#### Action item:
Word for word, repeat all the entries below, but without the pictures.
↓↓↓
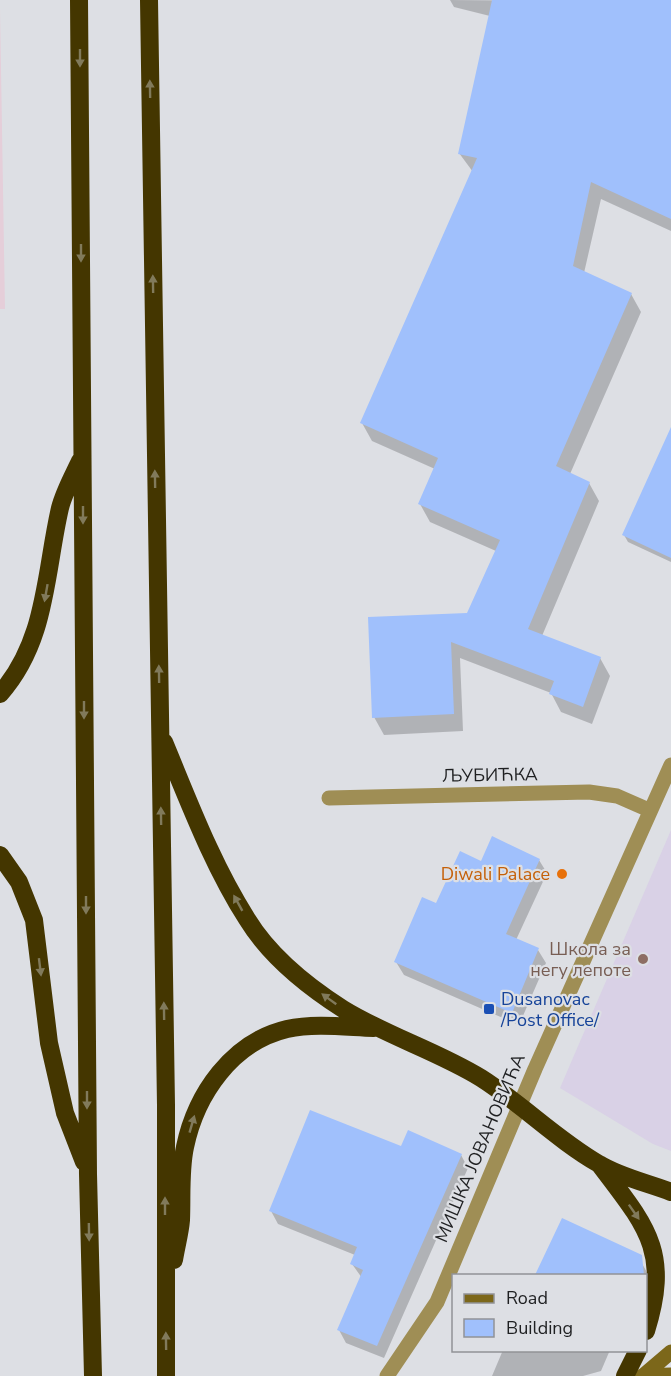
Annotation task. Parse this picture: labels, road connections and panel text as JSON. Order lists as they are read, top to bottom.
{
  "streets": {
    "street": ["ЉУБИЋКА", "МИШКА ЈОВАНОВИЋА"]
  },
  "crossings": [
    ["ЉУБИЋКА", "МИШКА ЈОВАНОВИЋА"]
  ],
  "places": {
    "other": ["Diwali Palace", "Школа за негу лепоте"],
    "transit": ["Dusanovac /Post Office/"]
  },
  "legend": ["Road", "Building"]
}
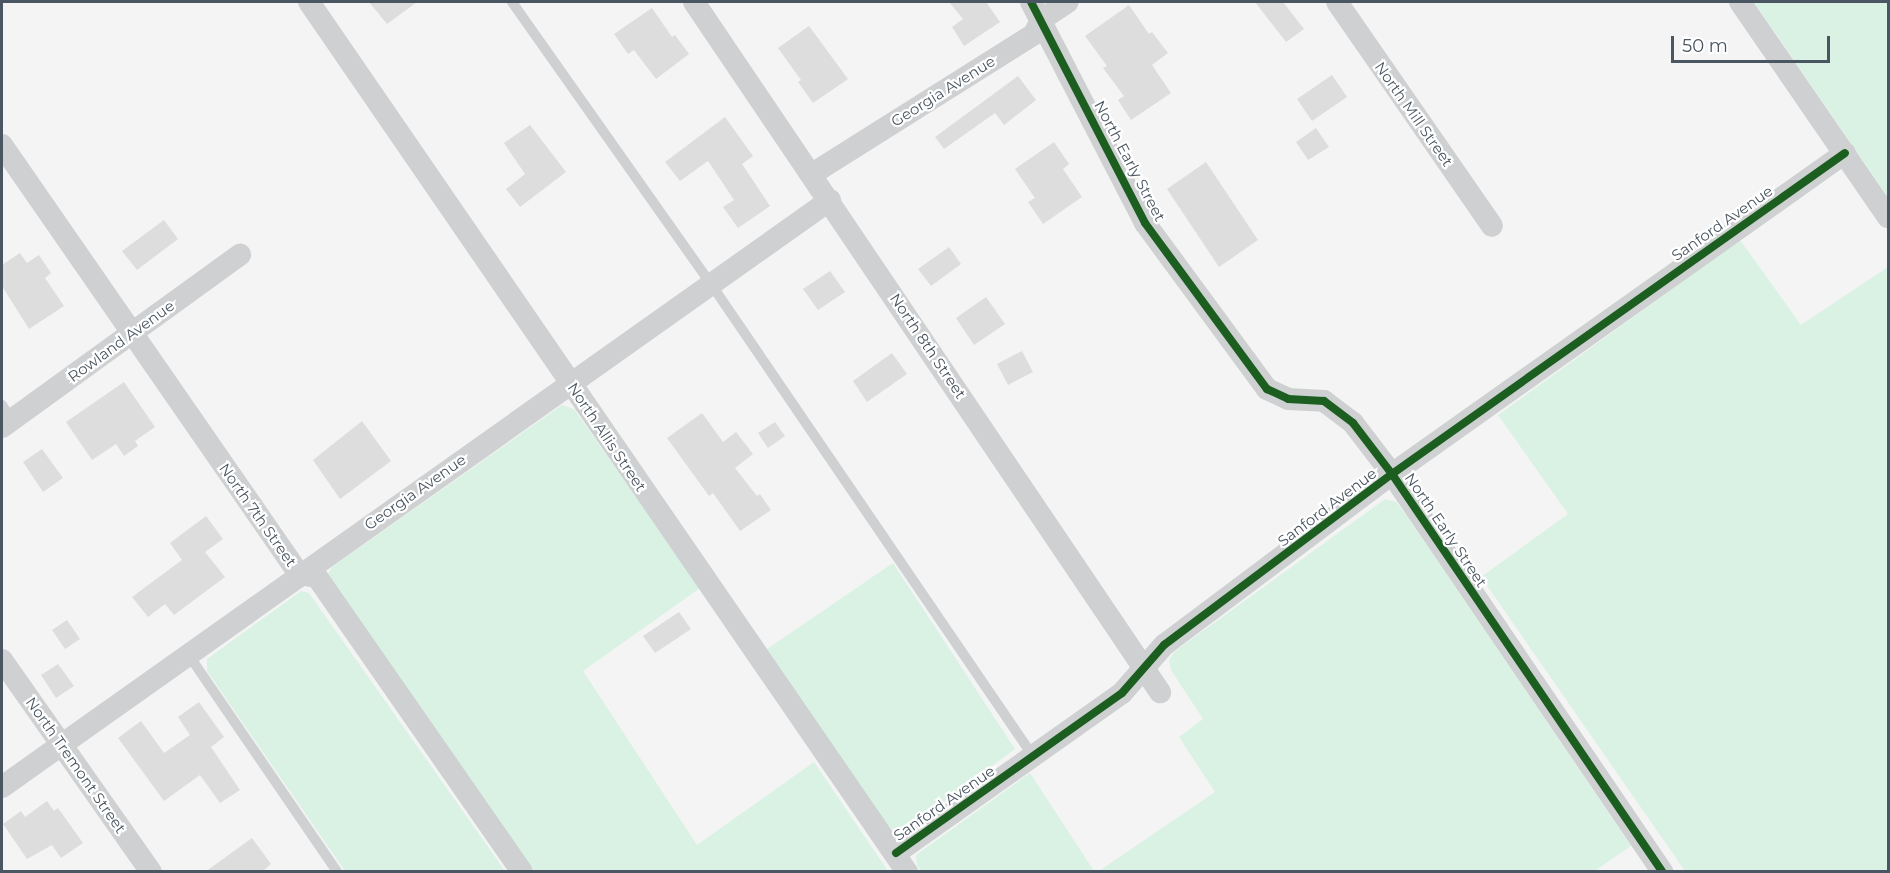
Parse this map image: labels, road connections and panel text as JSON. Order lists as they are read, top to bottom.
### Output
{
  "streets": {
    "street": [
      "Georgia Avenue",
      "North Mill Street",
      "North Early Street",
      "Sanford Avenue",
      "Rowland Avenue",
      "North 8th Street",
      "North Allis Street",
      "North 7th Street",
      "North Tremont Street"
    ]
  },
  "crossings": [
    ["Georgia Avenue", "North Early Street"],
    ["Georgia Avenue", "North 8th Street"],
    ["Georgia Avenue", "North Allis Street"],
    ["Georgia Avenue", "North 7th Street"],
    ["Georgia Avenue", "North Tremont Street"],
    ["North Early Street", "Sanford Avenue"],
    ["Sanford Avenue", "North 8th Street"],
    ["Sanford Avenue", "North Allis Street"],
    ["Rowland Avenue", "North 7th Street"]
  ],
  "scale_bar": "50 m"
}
↑↑↑
#### Answer box:
Annotation task. Parse this picture: labels, road connections and panel text as JSON. Order lists as they are read, top to bottom.
{
  "streets": {
    "street": ["ЉУБИЋКА", "МИШКА ЈОВАНОВИЋА"]
  },
  "crossings": [
    ["ЉУБИЋКА", "МИШКА ЈОВАНОВИЋА"]
  ],
  "places": {
    "other": ["Diwali Palace", "Школа за негу лепоте"],
    "transit": ["Dusanovac /Post Office/"]
  },
  "legend": ["Road", "Building"]
}
Parse this map image: labels, road connections and panel text as JSON. Order lists as they are read, top to bottom.
### Output
{
  "streets": {
    "street": [
      "Georgia Avenue",
      "North Mill Street",
      "North Early Street",
      "Sanford Avenue",
      "Rowland Avenue",
      "North 8th Street",
      "North Allis Street",
      "North 7th Street",
      "North Tremont Street"
    ]
  },
  "crossings": [
    ["Georgia Avenue", "North Early Street"],
    ["Georgia Avenue", "North 8th Street"],
    ["Georgia Avenue", "North Allis Street"],
    ["Georgia Avenue", "North 7th Street"],
    ["Georgia Avenue", "North Tremont Street"],
    ["North Early Street", "Sanford Avenue"],
    ["Sanford Avenue", "North 8th Street"],
    ["Sanford Avenue", "North Allis Street"],
    ["Rowland Avenue", "North 7th Street"]
  ],
  "scale_bar": "50 m"
}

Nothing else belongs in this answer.